È evidente, l’esigenza di un rinnovamento nella leadership del Pd. Parte della sinistra, per mesi, ha ignorato il problema, forse per l’imbarazzo di riconoscere la necessità di un rinnovamento di un partito a così poco tempo dalla sua nascita… Ma l’esigenza si è fatta innegabile da quando l’elettorato ha cominciato a percepire come figure di spicco del centro sinistra un politico come Di Pietro (!), forse perché agli occhi della gente, memore dei tempi di tangentopoli, è apparso in grado di dimostrare che “fare opposizione politica” non consiste solo nel denigrare l’attuale Presidente del Consiglio (e indirettamente anche l’elettorato) ma – tanto per cominciare – nel degnarsi di formulare uno straccio di controproposta a quelle governative. Chiarita la mia modesta opinione che Di Pietro non può essere il successore di Veltroni, e volendo formulare una proposta, come lo vedreste Zingaretti? Ha attirato la mia attenzione per il suo progetto sulla diffusione del wifi ed ho osservato il suo lavoro (per esempio qui) e penso, che nonostante le attribuzioni della Provincia non siano molte, stia facendo un ottimo lavoro sfruttando ogni possibilità del suo mandato per il bene della comunità che è chiamato a rappresentare.

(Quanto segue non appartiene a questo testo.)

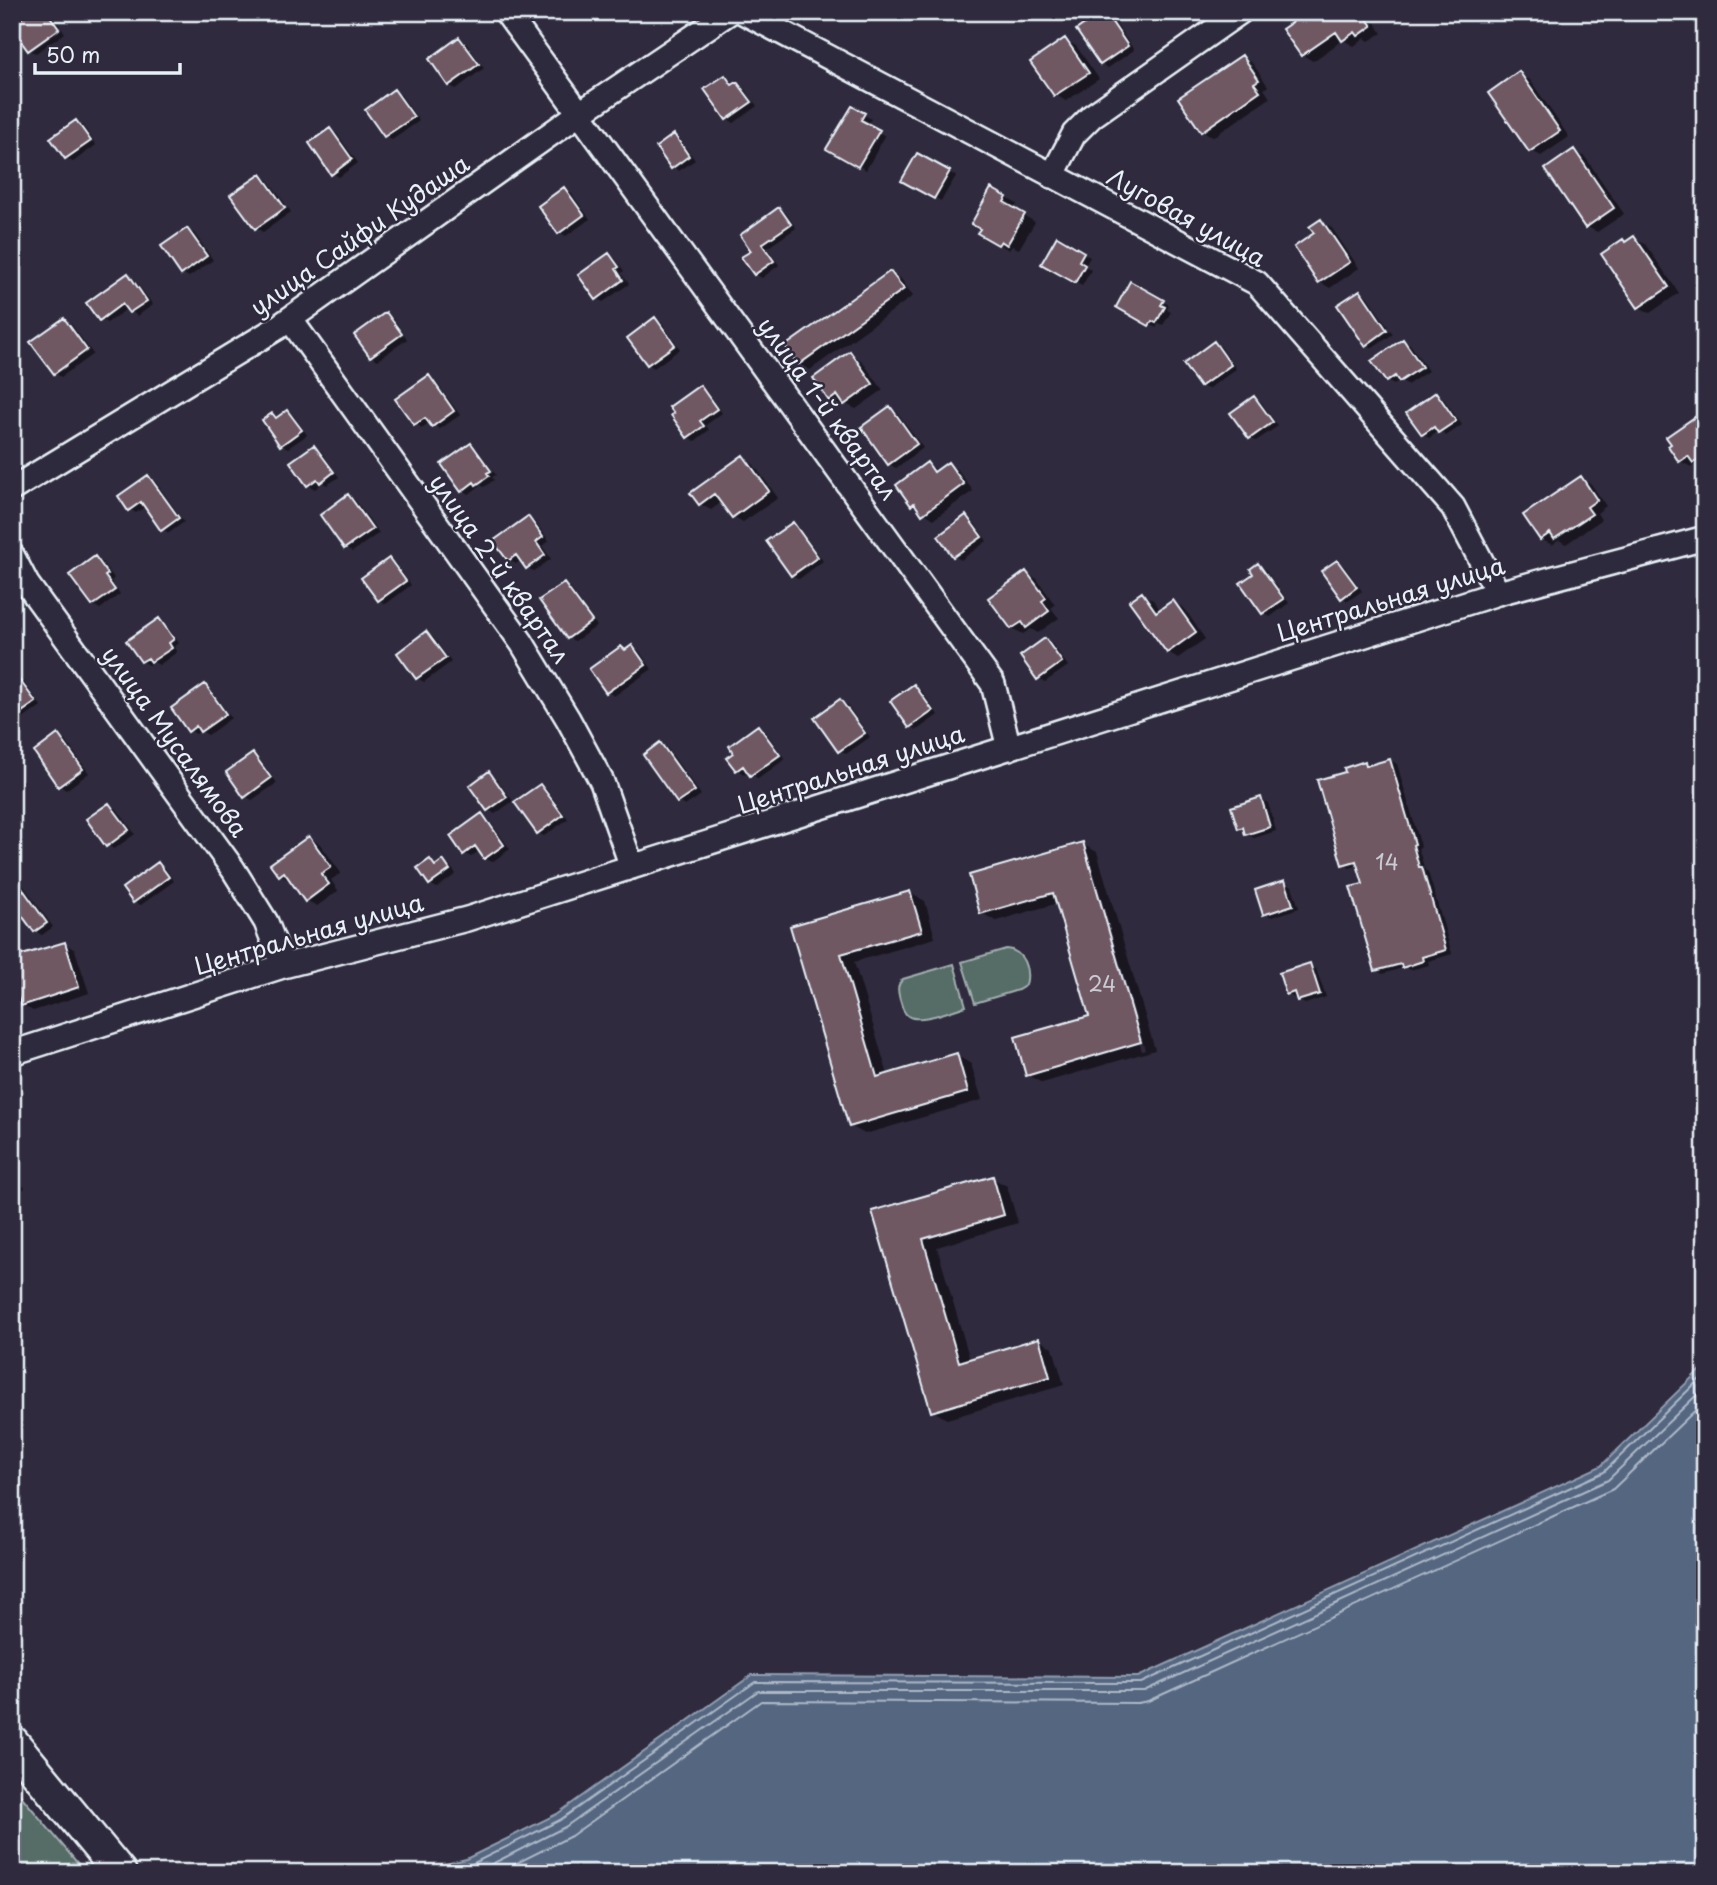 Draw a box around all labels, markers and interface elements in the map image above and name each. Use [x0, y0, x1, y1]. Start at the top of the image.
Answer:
scale bar [35, 32, 180, 76]
text: 50 m [46, 38, 100, 70]
street label: улица Сайфи Кудаша [242, 145, 476, 324]
street label: Луговая улица [1101, 158, 1273, 275]
street label: улица 1-й квартал [750, 309, 907, 507]
street label: улица 2-й квартал [422, 466, 580, 670]
street label: Центральная улица [1272, 546, 1509, 650]
street label: улица Мусалямова [94, 638, 257, 844]
street label: Центральная улица [732, 714, 968, 822]
house number: 14 [1375, 845, 1399, 877]
street label: Центральная улица [190, 883, 427, 983]
house number: 24 [1088, 967, 1116, 999]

zingaretti, anche solo per i parenti, mi aggrada. Ma il problema è di metodo. Non è che possono sperare di cavarsela con una sostituzione per acclamazione. Stavolta servono primarie vere o un vero congresso. E se vogliono fare il secondo, un vero tesseramento.
Insomma basta ciurlare nel manico, come si dice dalle mie parti…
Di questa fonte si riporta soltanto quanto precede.